European loan aids Russian renewables

Russia's modest renewable energy infrastructure will be given a funding boost with a 6.3bn rouble (185m euro) loan, allotted to modernising an aging hydroelectric power complex.


Renovation work funded with the European Bank for Reconstruction and Development (EBRD) loan will increase the life of nine power stations along the Volga-Kama cascade, one of Russia’s biggest hydropower sources, by at least 25 years.

Renovating the power stations’ turbines, generators and transformers is expected to cost at least 26bn roubles in total.

Hydro-power provides a fifth of Russia’s power, and is the main green energy source in a country rich in fossil fuel resources where renewables are only just emerging.

The EBRD has tried to accelerate their emergence with this and previous loans.
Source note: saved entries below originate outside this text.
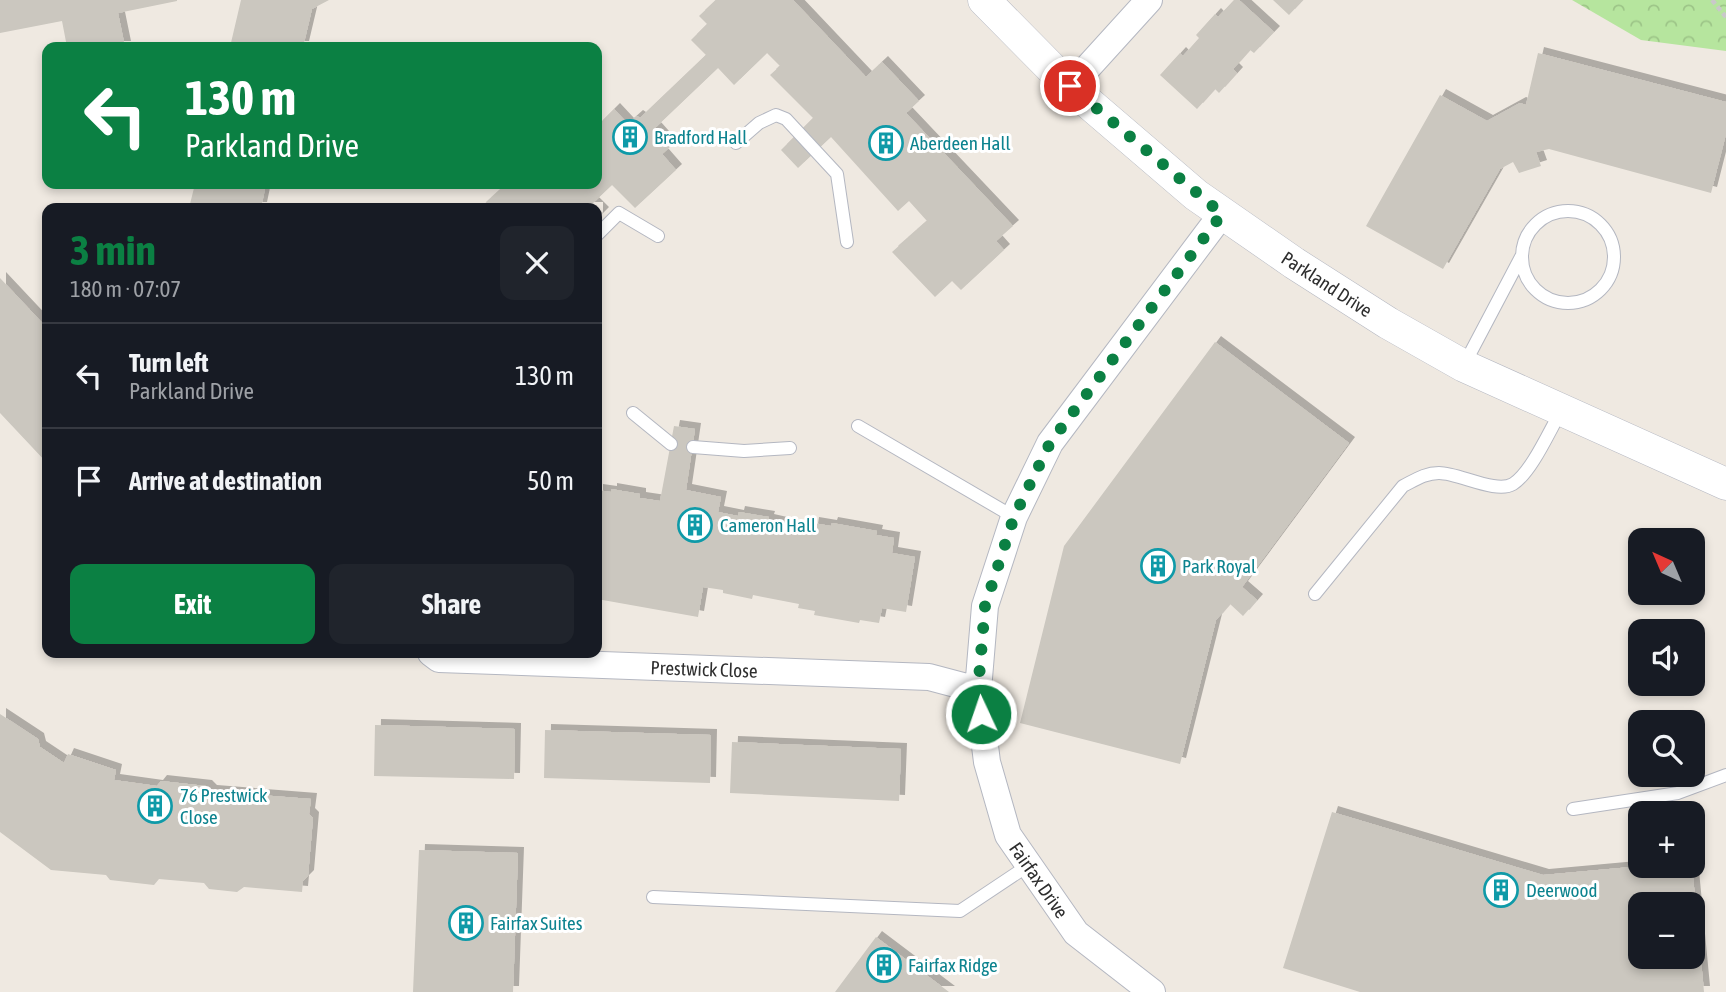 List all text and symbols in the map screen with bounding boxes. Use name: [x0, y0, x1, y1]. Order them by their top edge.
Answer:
pin: [1040, 56, 1100, 116]
icon: arrive: [1051, 67, 1089, 105]
text: 130 m: [185, 69, 296, 125]
icon: left: [70, 70, 161, 161]
building icon: Bradford Hall: [611, 118, 649, 156]
building icon: Aberdeen Hall: [867, 124, 905, 162]
place label: Bradford Hall: [654, 126, 747, 148]
text: Parkland Drive: [185, 127, 359, 164]
place label: Aberdeen Hall: [910, 132, 1010, 154]
text: 3 min: [70, 226, 156, 274]
button: close: [500, 226, 574, 300]
street label: Parkland Drive: [1278, 247, 1376, 321]
text: 180 m · 07:07: [70, 276, 181, 302]
text: Turn left: [129, 348, 209, 378]
icon: left: [70, 357, 108, 395]
text: 130 m: [515, 361, 574, 391]
text: Parkland Drive: [129, 378, 254, 404]
icon: arrive: [70, 462, 108, 500]
text: Arrive at destination: [129, 466, 322, 496]
text: 50 m: [527, 466, 574, 496]
building icon: Cameron Hall: [676, 506, 714, 544]
place label: Cameron Hall: [720, 514, 816, 536]
north arrow: [1628, 528, 1704, 606]
map controls: [1628, 528, 1705, 969]
building icon: Park Royal: [1139, 547, 1177, 585]
place label: Park Royal: [1182, 555, 1256, 577]
button: Exit: [70, 564, 315, 644]
button: Share: [329, 564, 574, 644]
button: sound: [1628, 619, 1705, 696]
street label: Prestwick Close: [650, 656, 758, 682]
position arrow: [944, 677, 1018, 751]
button: search: [1628, 710, 1705, 787]
place label: 76 Prestwick Close: [180, 784, 268, 828]
building icon: 76 Prestwick Close: [136, 787, 174, 825]
button: +: [1628, 801, 1705, 878]
street label: Fairfax Drive: [1005, 838, 1073, 922]
building icon: Deerwood: [1482, 871, 1520, 909]
place label: Deerwood: [1526, 879, 1597, 901]
button: −: [1628, 892, 1705, 969]
building icon: Fairfax Suites: [447, 904, 485, 942]
place label: Fairfax Suites: [490, 912, 583, 934]
building icon: Fairfax Ridge: [865, 946, 903, 984]
place label: Fairfax Ridge: [908, 954, 998, 976] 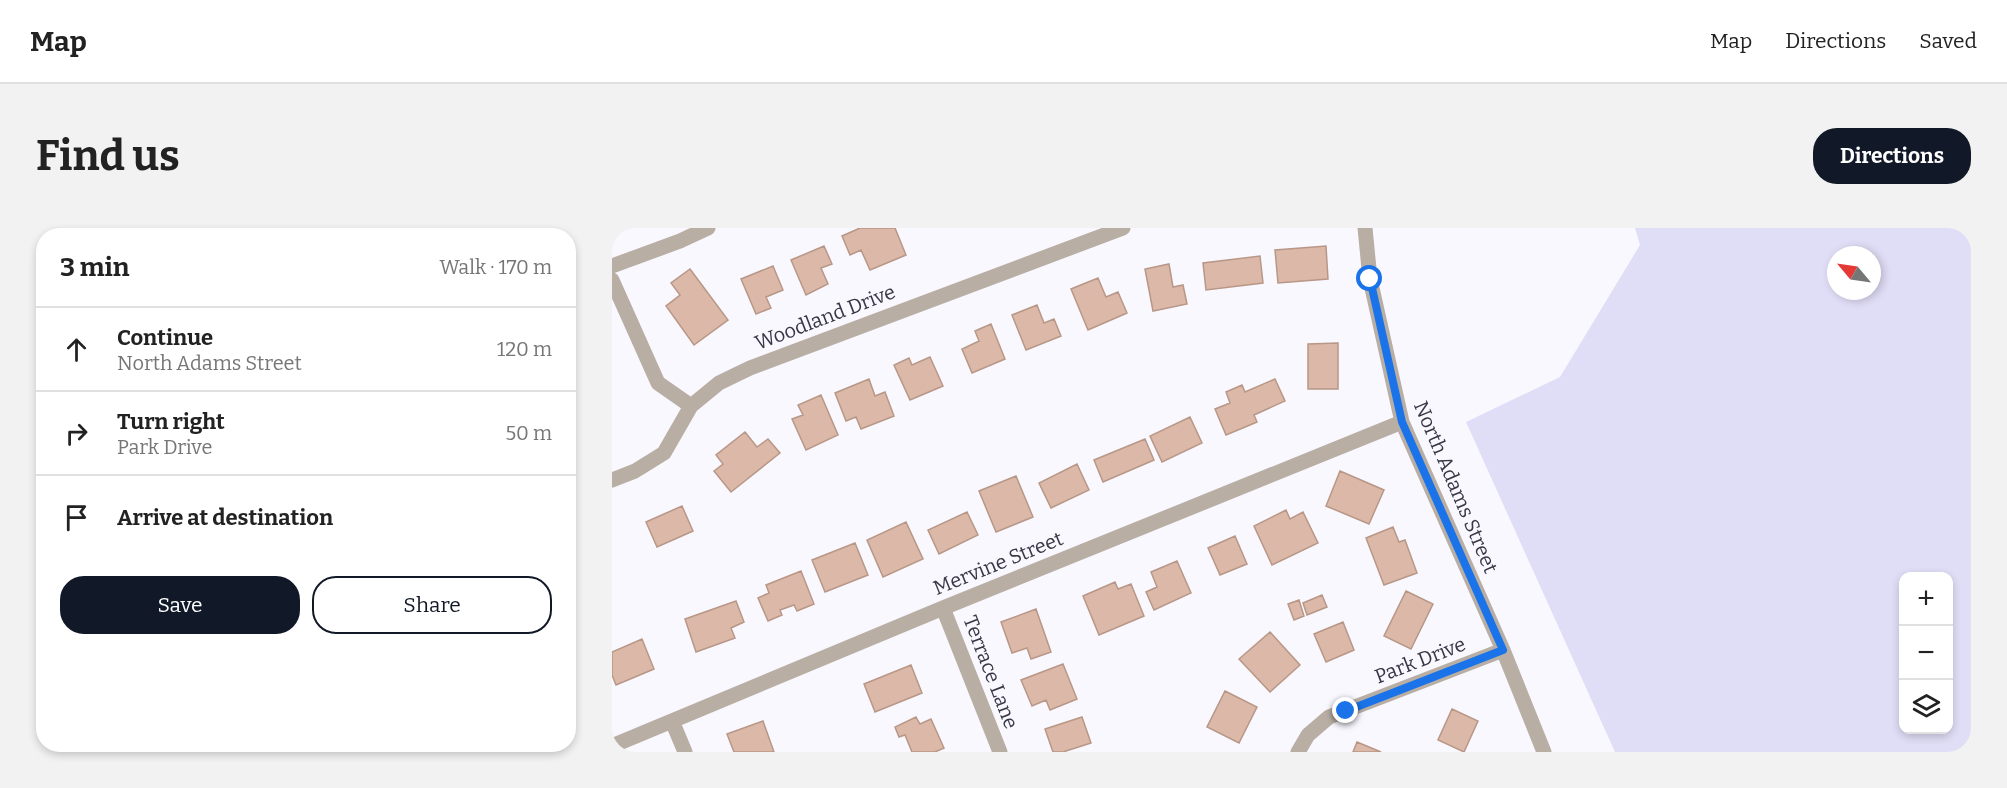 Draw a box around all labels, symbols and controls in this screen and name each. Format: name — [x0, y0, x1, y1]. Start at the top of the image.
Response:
text: Map — [30, 25, 87, 58]
text: Map — [1710, 28, 1752, 54]
text: Directions — [1785, 28, 1886, 54]
text: Saved — [1919, 28, 1977, 54]
button: Directions — [1813, 128, 1971, 184]
text: Find us — [36, 131, 180, 181]
north arrow — [1827, 246, 1881, 300]
text: 3 min — [60, 252, 129, 283]
text: Walk · 170 m — [439, 255, 552, 279]
route start — [1356, 265, 1382, 291]
street label: Woodland Drive — [752, 279, 898, 355]
text: Continue — [117, 324, 213, 351]
icon: ahead — [60, 333, 93, 366]
text: 120 m — [497, 337, 552, 361]
text: North Adams Street — [117, 351, 302, 375]
street label: North Adams Street — [1409, 397, 1503, 577]
text: Turn right — [117, 408, 225, 435]
icon: right — [60, 417, 93, 450]
text: 50 m — [505, 421, 552, 445]
text: Park Drive — [117, 435, 212, 459]
icon: arrive — [60, 501, 93, 534]
text: Arrive at destination — [117, 504, 333, 531]
street label: Mervine Street — [930, 526, 1066, 600]
map controls — [1899, 572, 1953, 734]
button: + — [1899, 572, 1953, 626]
button: Save — [60, 576, 300, 634]
button: Share — [312, 576, 552, 634]
street label: Terrace Lane — [958, 612, 1024, 732]
button: − — [1899, 626, 1953, 680]
street label: Park Drive — [1371, 632, 1469, 688]
button: layers — [1899, 680, 1953, 734]
route end — [1332, 697, 1358, 723]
In 1998, the bank provided a 1m euro grant to the Mutnovskiy geothermal plant in Kamchatka.

Energy company HydroOGK, the owner of the Volga-Kama hydro-power plants, will use the ERBD loan to consolidate a number of hydro-power plants into what is to become the world’s second largest hydroelectric company.

With a capacity of 23.3 GW, the Russian hydro-giant will only be surpassed by Canada’s Hydro Quebec.

Although other renewable power sources are yet to make it big in Russia, the EBRD is also planning to develop a regulatory framework for wind farms, using a 165,000 euro grant from the Spanish government.